“A Non-Mendelian pattern of inheritance governed by the DNA present in the cytoplasm is known as extra-chromosomal inheritance or cytoplasmic inheritance.” The DNA is the genetic material of us and arranged on chromosomes. It helps to store and transfer information (called traits) through the process of replication, transcription and translation. Nuclear DNA is the basis for inheritance of almost all type of phenotype of ours. It inherited in a particular fashion from parents to their offspring. Though all genes are inherited in Mendelian style, some genes present in the cytoplasm of the cell, inherited in a Non-Mendelian pattern. This type of inheritance is called as extra-chromosomal inheritance or cytoplasmic inheritance.

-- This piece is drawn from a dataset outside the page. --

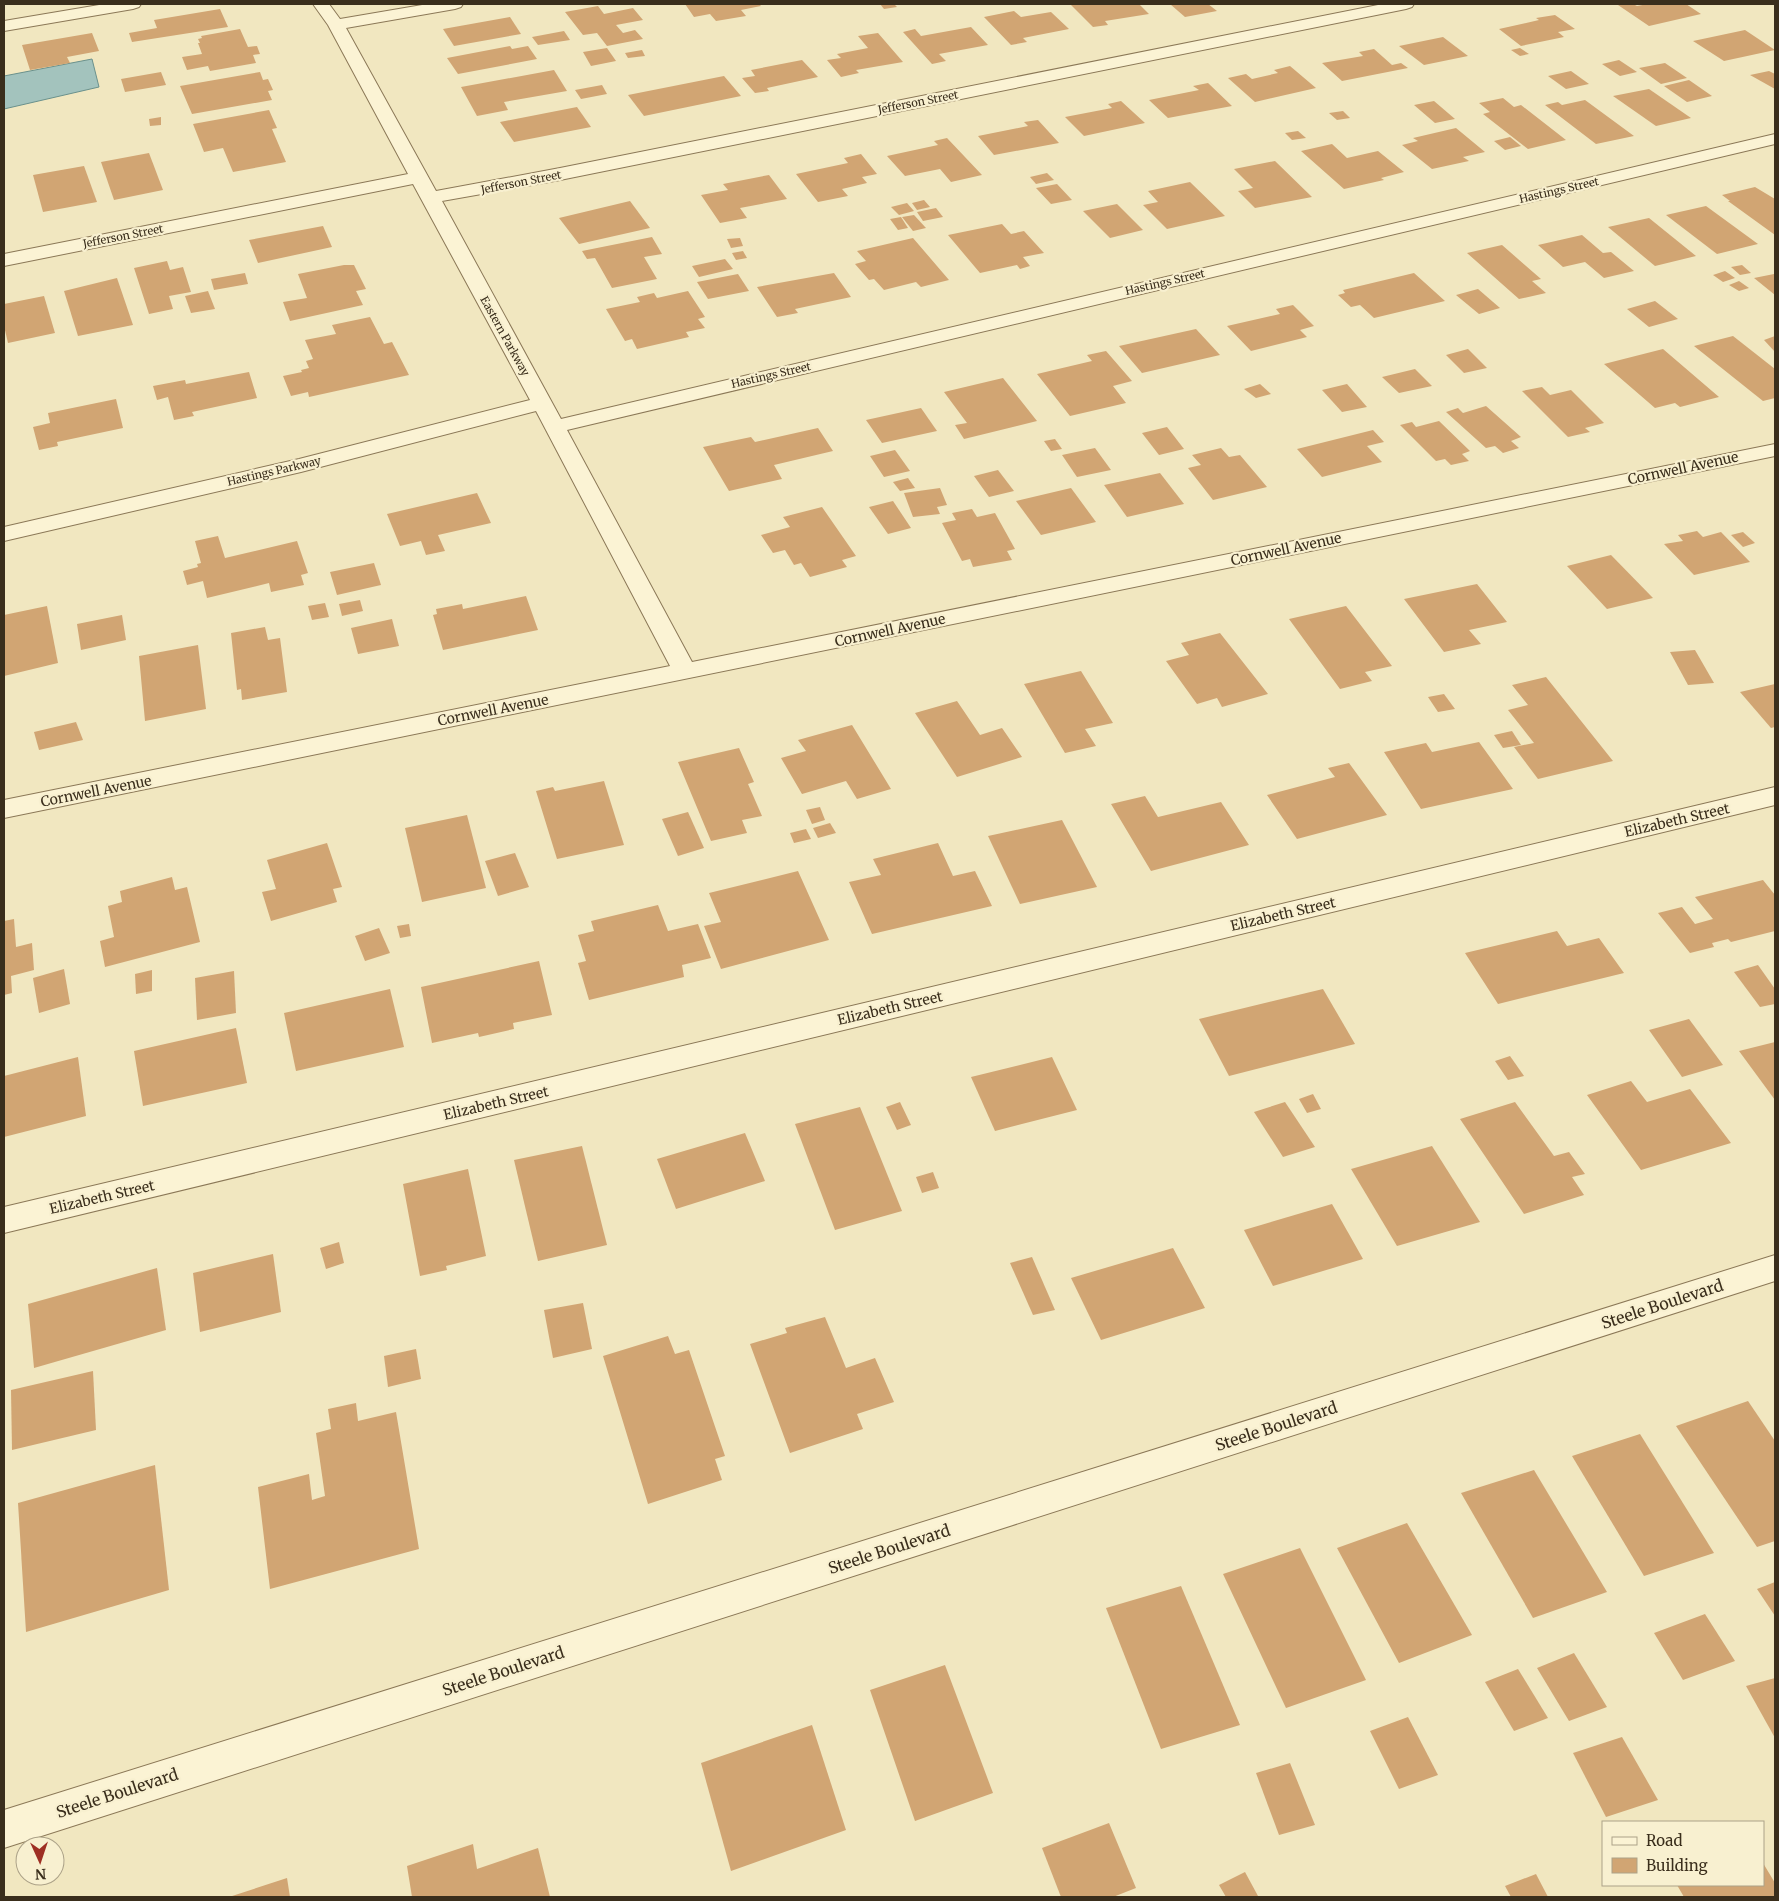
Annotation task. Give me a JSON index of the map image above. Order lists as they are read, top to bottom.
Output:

It was first reported by Boris Ephrussi in yeast during 1949. Cytoplasmic DNA or extra-chromosomal DNA is present significantly in some important organelles like chloroplast and mitochondria. It is a big mystery that how actually these organelles created their own genome. One theory which stated that it was a symbiotic relationship. It is believed that mitochondria were once free-living bacteria. Over a period of time, it created a symbiotic relationship with eukaryotic cells and established themselves into the cytoplasm and ultimately evolved as an organelle in living eukaryotic cell. Similarly, the chloroplast in green plants comes from the free-living algae and established a symbiotic relationship with eukaryotic plant cells and settled into cytoplast of green plants. Both types of sub-genome have well-developed DNA machinery which is equipped with all the component required for central dogma. Additionally, chloroplast has antibiotic resistance genes indicate that it was derived from bacteria, previously. The genome is made up of few genes and several thousand base pairs, still it has their own rRNA, tRNA and DNA for replication, translation and transcription.
Definition:
“The extra-chromosomal DNA present in the cytoplasm and not on chromosomes which follows the Non-Mendelian pattern of inheritance is known as extra-chromosomal inheritance.”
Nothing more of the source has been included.